I have below dictionary for keeping feature definitions as strings.
features = {
"journey_email_been_sent_flag": "F.when(F.col('email_14days') > 0,F.lit(1)).otherwise(F.lit(0))",
"journey_opened_flag": "F.when(F.col('opened_14days') > 0, F.lit(1)).otherwise(F.lit(0))"
}
retrieved_features = {}
non_retrieved_features = {}
Or keeping it as definition itself.
features = {
"journey_email_been_sent_flag": F.when(F.col('email_14days') > 0,F.lit(1)).otherwise(F.lit(0)),
"journey_opened_flag": F.when(F.col('opened_14days') > 0, F.lit(1)).otherwise(F.lit(0))
}
Then below code for retrieving the feature definitions
def feature_extract(*featurenames):
for featurename in featurenames:
if featurename in features:
print(f"{featurename} : {features[featurename]}")

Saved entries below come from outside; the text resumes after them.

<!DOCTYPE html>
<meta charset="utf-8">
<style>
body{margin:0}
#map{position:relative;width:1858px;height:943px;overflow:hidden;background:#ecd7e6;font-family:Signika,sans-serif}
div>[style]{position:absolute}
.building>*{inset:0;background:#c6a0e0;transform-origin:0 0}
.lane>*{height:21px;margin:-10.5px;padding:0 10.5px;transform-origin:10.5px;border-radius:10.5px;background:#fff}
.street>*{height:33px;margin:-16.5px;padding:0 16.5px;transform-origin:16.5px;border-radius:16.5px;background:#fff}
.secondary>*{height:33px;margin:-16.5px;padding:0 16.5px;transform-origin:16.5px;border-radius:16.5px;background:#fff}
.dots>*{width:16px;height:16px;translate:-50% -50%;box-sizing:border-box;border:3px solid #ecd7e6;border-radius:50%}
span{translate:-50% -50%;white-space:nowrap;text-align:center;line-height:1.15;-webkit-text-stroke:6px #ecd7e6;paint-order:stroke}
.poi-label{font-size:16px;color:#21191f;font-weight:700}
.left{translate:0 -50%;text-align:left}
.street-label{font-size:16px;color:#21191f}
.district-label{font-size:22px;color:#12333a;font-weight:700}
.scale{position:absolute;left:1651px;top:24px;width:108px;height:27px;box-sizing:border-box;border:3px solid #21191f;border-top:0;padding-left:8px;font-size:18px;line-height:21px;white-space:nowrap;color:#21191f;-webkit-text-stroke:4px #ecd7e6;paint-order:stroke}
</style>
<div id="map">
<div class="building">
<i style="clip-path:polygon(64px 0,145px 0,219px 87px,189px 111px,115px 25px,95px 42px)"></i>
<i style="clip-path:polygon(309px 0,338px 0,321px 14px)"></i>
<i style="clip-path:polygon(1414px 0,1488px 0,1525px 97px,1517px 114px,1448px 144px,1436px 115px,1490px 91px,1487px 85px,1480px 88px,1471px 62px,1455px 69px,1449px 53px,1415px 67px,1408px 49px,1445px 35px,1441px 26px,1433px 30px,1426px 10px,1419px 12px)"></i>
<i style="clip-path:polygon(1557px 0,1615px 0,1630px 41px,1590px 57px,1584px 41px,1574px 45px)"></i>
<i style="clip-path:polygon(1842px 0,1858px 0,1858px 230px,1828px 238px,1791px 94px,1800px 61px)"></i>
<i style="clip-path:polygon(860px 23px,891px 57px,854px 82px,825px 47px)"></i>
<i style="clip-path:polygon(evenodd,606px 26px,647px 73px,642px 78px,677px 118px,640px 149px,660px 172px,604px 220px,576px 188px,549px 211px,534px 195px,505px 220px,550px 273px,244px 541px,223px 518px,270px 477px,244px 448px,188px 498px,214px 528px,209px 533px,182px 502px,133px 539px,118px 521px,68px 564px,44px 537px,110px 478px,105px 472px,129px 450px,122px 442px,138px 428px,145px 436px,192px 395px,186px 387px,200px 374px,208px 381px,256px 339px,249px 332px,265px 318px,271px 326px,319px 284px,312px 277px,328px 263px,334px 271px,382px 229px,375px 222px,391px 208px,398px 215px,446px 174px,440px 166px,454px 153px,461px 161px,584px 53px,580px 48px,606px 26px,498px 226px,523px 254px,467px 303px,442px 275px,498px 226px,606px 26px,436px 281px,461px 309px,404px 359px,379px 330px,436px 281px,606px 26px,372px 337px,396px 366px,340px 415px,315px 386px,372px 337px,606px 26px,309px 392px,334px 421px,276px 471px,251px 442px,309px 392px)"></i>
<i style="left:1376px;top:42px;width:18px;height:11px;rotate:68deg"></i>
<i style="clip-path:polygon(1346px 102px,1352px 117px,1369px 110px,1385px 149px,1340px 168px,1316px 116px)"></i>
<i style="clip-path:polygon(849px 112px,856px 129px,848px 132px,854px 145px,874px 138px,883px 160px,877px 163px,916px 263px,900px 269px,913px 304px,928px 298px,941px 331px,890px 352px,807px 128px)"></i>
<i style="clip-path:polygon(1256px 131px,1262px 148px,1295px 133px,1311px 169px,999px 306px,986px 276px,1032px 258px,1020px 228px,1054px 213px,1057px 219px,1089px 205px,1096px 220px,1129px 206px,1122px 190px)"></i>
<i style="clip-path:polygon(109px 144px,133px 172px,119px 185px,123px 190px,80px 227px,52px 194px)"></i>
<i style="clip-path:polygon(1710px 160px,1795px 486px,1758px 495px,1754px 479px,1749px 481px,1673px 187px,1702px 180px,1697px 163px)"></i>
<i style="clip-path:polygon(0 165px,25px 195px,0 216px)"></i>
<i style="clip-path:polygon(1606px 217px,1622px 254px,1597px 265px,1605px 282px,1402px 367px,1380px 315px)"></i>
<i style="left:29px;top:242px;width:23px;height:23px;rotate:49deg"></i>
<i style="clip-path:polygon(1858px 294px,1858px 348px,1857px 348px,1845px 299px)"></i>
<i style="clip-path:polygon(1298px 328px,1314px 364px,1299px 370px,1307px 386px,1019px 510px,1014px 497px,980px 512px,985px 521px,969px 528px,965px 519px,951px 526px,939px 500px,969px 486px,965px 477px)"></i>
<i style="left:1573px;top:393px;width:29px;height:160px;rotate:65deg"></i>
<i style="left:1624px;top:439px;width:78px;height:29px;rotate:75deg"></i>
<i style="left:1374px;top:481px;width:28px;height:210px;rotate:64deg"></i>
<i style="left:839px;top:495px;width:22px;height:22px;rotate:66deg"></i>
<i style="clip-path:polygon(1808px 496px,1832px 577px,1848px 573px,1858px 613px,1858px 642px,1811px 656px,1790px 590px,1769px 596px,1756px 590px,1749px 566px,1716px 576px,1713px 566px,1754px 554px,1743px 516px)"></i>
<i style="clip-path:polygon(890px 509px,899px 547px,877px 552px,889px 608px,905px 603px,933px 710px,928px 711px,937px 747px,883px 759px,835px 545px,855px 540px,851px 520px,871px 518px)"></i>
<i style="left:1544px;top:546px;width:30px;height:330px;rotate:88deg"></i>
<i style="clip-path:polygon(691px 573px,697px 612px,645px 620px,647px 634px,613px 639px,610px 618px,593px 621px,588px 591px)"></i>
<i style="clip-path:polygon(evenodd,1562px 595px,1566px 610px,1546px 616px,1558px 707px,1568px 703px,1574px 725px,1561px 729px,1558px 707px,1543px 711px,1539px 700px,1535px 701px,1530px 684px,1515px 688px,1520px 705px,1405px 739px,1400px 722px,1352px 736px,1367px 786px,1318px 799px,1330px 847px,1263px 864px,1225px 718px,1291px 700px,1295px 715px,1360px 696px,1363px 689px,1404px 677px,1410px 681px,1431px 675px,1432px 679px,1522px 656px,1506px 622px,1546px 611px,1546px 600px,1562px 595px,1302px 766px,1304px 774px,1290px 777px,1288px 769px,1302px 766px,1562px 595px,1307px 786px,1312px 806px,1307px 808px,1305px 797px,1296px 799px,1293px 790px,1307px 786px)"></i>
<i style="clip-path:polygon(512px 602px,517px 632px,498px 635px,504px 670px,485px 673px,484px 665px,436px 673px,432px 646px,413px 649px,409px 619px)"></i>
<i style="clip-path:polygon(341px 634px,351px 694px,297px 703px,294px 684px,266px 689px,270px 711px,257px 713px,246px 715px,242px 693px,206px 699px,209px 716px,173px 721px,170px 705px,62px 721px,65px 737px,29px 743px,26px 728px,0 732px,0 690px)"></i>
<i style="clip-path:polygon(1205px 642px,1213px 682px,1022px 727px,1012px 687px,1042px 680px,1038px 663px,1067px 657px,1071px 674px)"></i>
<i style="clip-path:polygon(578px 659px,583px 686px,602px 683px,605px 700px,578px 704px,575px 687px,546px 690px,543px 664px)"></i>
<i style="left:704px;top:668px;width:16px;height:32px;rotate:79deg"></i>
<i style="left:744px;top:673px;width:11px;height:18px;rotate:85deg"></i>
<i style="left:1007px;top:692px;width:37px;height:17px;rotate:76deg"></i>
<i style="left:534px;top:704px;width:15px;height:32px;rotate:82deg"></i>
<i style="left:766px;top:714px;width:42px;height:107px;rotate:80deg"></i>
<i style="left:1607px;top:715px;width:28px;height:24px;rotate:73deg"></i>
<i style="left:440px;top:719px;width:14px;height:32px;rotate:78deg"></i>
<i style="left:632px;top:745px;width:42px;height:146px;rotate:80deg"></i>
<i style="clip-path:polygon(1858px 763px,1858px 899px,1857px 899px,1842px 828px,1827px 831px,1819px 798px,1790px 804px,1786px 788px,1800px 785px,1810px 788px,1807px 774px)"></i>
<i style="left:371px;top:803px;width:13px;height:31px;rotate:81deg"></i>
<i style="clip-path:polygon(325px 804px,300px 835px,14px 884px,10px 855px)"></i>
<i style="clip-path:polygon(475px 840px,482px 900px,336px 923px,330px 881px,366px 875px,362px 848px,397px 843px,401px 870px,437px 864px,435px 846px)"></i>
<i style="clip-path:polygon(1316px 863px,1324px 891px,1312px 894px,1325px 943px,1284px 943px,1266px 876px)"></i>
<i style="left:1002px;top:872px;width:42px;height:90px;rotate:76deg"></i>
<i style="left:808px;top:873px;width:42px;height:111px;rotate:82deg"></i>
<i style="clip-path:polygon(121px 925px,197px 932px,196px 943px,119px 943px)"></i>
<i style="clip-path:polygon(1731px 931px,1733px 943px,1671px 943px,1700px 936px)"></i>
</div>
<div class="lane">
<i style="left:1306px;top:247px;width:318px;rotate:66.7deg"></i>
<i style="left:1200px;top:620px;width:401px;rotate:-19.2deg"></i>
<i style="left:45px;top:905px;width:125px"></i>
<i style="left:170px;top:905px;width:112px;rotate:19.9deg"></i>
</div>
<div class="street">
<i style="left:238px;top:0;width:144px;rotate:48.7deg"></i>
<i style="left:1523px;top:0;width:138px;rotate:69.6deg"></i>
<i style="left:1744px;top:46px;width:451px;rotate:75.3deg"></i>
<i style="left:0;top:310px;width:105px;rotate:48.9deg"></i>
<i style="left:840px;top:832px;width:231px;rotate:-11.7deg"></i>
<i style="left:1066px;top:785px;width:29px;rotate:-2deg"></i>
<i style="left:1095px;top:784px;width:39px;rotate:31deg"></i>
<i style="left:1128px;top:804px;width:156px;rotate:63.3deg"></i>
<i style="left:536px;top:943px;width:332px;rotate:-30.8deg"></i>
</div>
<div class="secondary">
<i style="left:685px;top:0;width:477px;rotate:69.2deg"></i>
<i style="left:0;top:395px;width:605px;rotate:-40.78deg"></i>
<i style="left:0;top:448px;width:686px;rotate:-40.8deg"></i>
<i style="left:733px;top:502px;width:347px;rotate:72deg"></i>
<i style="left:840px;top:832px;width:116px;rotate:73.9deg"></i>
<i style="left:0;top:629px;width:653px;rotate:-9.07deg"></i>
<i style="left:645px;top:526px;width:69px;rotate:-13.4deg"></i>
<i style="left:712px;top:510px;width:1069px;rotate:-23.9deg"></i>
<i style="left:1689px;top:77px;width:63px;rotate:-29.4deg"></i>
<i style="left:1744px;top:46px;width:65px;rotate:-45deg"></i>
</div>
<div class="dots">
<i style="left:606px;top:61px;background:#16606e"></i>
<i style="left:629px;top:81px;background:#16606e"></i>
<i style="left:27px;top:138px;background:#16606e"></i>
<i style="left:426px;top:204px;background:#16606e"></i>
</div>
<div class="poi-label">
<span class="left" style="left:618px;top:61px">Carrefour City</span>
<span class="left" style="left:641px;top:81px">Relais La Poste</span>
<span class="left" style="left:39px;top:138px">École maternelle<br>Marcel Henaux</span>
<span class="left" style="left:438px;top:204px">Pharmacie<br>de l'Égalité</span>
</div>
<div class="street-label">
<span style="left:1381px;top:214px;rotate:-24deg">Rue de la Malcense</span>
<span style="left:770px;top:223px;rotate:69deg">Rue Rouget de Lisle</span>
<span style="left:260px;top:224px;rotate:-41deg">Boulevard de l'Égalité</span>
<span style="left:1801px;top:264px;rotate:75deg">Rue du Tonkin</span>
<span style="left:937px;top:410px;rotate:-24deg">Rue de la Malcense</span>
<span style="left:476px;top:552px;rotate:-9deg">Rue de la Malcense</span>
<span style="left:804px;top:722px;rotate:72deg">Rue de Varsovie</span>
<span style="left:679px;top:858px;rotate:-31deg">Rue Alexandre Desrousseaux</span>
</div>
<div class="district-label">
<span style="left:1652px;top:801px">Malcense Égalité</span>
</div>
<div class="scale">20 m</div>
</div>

retrieved_features[featurename] = features[featurename]
else:
print('failure')
non_retrieved_features[featurename] = "Not Found in the feature defenition"
return retrieved_features
And this is how I call the function for retrieving the features
feature_extract('journey_email_been_sent_flag','journey_opened_flag')
However its not working when I am trying to retrieve the future , i receive the below result when keeping the definition in dictionary
Out[19]: {'journey_email_been_sent_flag': Column<b'CASE WHEN (email_14days > 0) THEN 1 ELSE 0 END'>}
when i call the retrieval of feature as below in the dataframe.
.withColumn('journey_email_been_sent_flag', feature_extract('journey_email_been_sent_flag'))
getting below error
AssertionError: col should be Column
I could fix it by this way
I keep the feature definition as definitions
features = {
"journey_email_been_sent_flag": F.when(F.col('email_14days') > 0,F.lit(1)).otherwise(F.lit(0)),
"journey_opened_flag": F.when(F.col('opened_14days') > 0, F.lit(1)).otherwise(F.lit(0))
}
And call the feature_extract function using F.lit
F.lit(feature_extract('journey_email_been_sent_flag').get('journey_email_been_sent_flag'))